- _Data records_:
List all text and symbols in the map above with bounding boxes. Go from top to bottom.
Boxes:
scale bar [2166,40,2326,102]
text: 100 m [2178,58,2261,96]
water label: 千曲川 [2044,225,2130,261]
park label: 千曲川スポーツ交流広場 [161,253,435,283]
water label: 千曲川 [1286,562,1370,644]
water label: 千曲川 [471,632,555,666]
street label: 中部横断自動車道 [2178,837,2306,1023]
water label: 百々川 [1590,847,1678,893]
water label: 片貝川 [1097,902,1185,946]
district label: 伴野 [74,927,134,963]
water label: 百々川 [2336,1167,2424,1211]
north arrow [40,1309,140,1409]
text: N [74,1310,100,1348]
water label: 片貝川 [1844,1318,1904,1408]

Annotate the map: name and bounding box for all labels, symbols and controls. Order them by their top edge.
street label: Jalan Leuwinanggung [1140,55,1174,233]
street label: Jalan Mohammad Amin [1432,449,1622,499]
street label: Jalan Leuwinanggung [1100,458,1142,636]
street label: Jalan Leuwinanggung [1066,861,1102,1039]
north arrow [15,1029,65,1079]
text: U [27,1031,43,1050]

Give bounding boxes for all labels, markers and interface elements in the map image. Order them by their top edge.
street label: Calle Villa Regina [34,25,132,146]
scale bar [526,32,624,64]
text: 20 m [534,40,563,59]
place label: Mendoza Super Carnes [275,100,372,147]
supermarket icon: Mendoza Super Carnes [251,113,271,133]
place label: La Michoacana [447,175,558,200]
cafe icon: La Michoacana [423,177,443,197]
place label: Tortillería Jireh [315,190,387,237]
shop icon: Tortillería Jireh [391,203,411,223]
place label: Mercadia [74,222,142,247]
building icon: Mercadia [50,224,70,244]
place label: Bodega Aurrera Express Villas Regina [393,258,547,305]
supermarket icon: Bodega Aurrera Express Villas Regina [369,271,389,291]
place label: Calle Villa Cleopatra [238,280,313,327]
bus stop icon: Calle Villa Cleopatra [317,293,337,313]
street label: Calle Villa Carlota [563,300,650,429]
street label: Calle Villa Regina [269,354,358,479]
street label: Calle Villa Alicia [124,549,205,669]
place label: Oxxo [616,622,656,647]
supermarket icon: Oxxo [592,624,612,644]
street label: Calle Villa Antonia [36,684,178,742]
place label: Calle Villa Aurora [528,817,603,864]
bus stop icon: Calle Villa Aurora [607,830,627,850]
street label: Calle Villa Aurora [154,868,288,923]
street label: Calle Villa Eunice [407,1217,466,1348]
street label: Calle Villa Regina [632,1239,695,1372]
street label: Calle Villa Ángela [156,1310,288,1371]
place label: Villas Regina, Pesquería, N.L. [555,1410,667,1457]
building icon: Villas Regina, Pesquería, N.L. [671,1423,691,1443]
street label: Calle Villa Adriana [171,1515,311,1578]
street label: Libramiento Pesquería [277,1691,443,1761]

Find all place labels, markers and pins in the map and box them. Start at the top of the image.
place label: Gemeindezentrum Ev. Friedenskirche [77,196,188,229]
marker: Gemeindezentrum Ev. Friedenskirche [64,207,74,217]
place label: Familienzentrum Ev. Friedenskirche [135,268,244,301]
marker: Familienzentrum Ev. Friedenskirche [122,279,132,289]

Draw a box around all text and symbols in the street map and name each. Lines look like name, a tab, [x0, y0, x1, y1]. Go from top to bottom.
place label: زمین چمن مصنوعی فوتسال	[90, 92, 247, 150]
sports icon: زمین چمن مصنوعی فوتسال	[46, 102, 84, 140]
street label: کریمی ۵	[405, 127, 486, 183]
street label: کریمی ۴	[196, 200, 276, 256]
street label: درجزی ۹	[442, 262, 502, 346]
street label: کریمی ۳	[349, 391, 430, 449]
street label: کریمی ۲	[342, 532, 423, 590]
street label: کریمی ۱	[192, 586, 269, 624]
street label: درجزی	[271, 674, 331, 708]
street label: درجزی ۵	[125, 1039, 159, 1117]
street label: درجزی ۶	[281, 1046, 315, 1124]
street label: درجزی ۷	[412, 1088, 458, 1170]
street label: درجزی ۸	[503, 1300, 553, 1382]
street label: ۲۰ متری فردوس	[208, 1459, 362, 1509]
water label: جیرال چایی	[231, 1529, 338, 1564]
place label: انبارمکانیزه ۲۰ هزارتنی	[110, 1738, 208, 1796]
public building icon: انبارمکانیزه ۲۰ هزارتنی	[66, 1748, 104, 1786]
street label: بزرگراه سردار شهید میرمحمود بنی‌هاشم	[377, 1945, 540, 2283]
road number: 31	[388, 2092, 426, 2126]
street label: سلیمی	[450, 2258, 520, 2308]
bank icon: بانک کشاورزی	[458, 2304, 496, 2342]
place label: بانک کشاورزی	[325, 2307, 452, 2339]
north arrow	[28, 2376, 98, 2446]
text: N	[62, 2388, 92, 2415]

- _Exercise objective_: The response should consist of all the entries, transcribed exactly.

- _Task solution_:
List all text and symbols in the map above with bounding boxes. Go from top to bottom.
Boxes:
scale bar [2166,40,2326,102]
text: 100 m [2178,58,2261,96]
water label: 千曲川 [2044,225,2130,261]
park label: 千曲川スポーツ交流広場 [161,253,435,283]
water label: 千曲川 [1286,562,1370,644]
water label: 千曲川 [471,632,555,666]
street label: 中部横断自動車道 [2178,837,2306,1023]
water label: 百々川 [1590,847,1678,893]
water label: 片貝川 [1097,902,1185,946]
district label: 伴野 [74,927,134,963]
water label: 百々川 [2336,1167,2424,1211]
north arrow [40,1309,140,1409]
text: N [74,1310,100,1348]
water label: 片貝川 [1844,1318,1904,1408]

Annotate the map: name and bounding box for all labels, symbols and controls. Order them by their top edge.
street label: Jalan Leuwinanggung [1140,55,1174,233]
street label: Jalan Mohammad Amin [1432,449,1622,499]
street label: Jalan Leuwinanggung [1100,458,1142,636]
street label: Jalan Leuwinanggung [1066,861,1102,1039]
north arrow [15,1029,65,1079]
text: U [27,1031,43,1050]

Give bounding boxes for all labels, markers and interface elements in the map image. Order them by their top edge.
street label: Calle Villa Regina [34,25,132,146]
scale bar [526,32,624,64]
text: 20 m [534,40,563,59]
place label: Mendoza Super Carnes [275,100,372,147]
supermarket icon: Mendoza Super Carnes [251,113,271,133]
place label: La Michoacana [447,175,558,200]
cafe icon: La Michoacana [423,177,443,197]
place label: Tortillería Jireh [315,190,387,237]
shop icon: Tortillería Jireh [391,203,411,223]
place label: Mercadia [74,222,142,247]
building icon: Mercadia [50,224,70,244]
place label: Bodega Aurrera Express Villas Regina [393,258,547,305]
supermarket icon: Bodega Aurrera Express Villas Regina [369,271,389,291]
place label: Calle Villa Cleopatra [238,280,313,327]
bus stop icon: Calle Villa Cleopatra [317,293,337,313]
street label: Calle Villa Carlota [563,300,650,429]
street label: Calle Villa Regina [269,354,358,479]
street label: Calle Villa Alicia [124,549,205,669]
place label: Oxxo [616,622,656,647]
supermarket icon: Oxxo [592,624,612,644]
street label: Calle Villa Antonia [36,684,178,742]
place label: Calle Villa Aurora [528,817,603,864]
bus stop icon: Calle Villa Aurora [607,830,627,850]
street label: Calle Villa Aurora [154,868,288,923]
street label: Calle Villa Eunice [407,1217,466,1348]
street label: Calle Villa Regina [632,1239,695,1372]
street label: Calle Villa Ángela [156,1310,288,1371]
place label: Villas Regina, Pesquería, N.L. [555,1410,667,1457]
building icon: Villas Regina, Pesquería, N.L. [671,1423,691,1443]
street label: Calle Villa Adriana [171,1515,311,1578]
street label: Libramiento Pesquería [277,1691,443,1761]

Find all place labels, markers and pins in the map and box them. Start at the top of the image.
place label: Gemeindezentrum Ev. Friedenskirche [77,196,188,229]
marker: Gemeindezentrum Ev. Friedenskirche [64,207,74,217]
place label: Familienzentrum Ev. Friedenskirche [135,268,244,301]
marker: Familienzentrum Ev. Friedenskirche [122,279,132,289]

Draw a box around all text and symbols in the street map and name each. Lines look like name, a tab, [x0, y0, x1, y1]. Go from top to bottom.
place label: زمین چمن مصنوعی فوتسال	[90, 92, 247, 150]
sports icon: زمین چمن مصنوعی فوتسال	[46, 102, 84, 140]
street label: کریمی ۵	[405, 127, 486, 183]
street label: کریمی ۴	[196, 200, 276, 256]
street label: درجزی ۹	[442, 262, 502, 346]
street label: کریمی ۳	[349, 391, 430, 449]
street label: کریمی ۲	[342, 532, 423, 590]
street label: کریمی ۱	[192, 586, 269, 624]
street label: درجزی	[271, 674, 331, 708]
street label: درجزی ۵	[125, 1039, 159, 1117]
street label: درجزی ۶	[281, 1046, 315, 1124]
street label: درجزی ۷	[412, 1088, 458, 1170]
street label: درجزی ۸	[503, 1300, 553, 1382]
street label: ۲۰ متری فردوس	[208, 1459, 362, 1509]
water label: جیرال چایی	[231, 1529, 338, 1564]
place label: انبارمکانیزه ۲۰ هزارتنی	[110, 1738, 208, 1796]
public building icon: انبارمکانیزه ۲۰ هزارتنی	[66, 1748, 104, 1786]
street label: بزرگراه سردار شهید میرمحمود بنی‌هاشم	[377, 1945, 540, 2283]
road number: 31	[388, 2092, 426, 2126]
street label: سلیمی	[450, 2258, 520, 2308]
bank icon: بانک کشاورزی	[458, 2304, 496, 2342]
place label: بانک کشاورزی	[325, 2307, 452, 2339]
north arrow	[28, 2376, 98, 2446]
text: N	[62, 2388, 92, 2415]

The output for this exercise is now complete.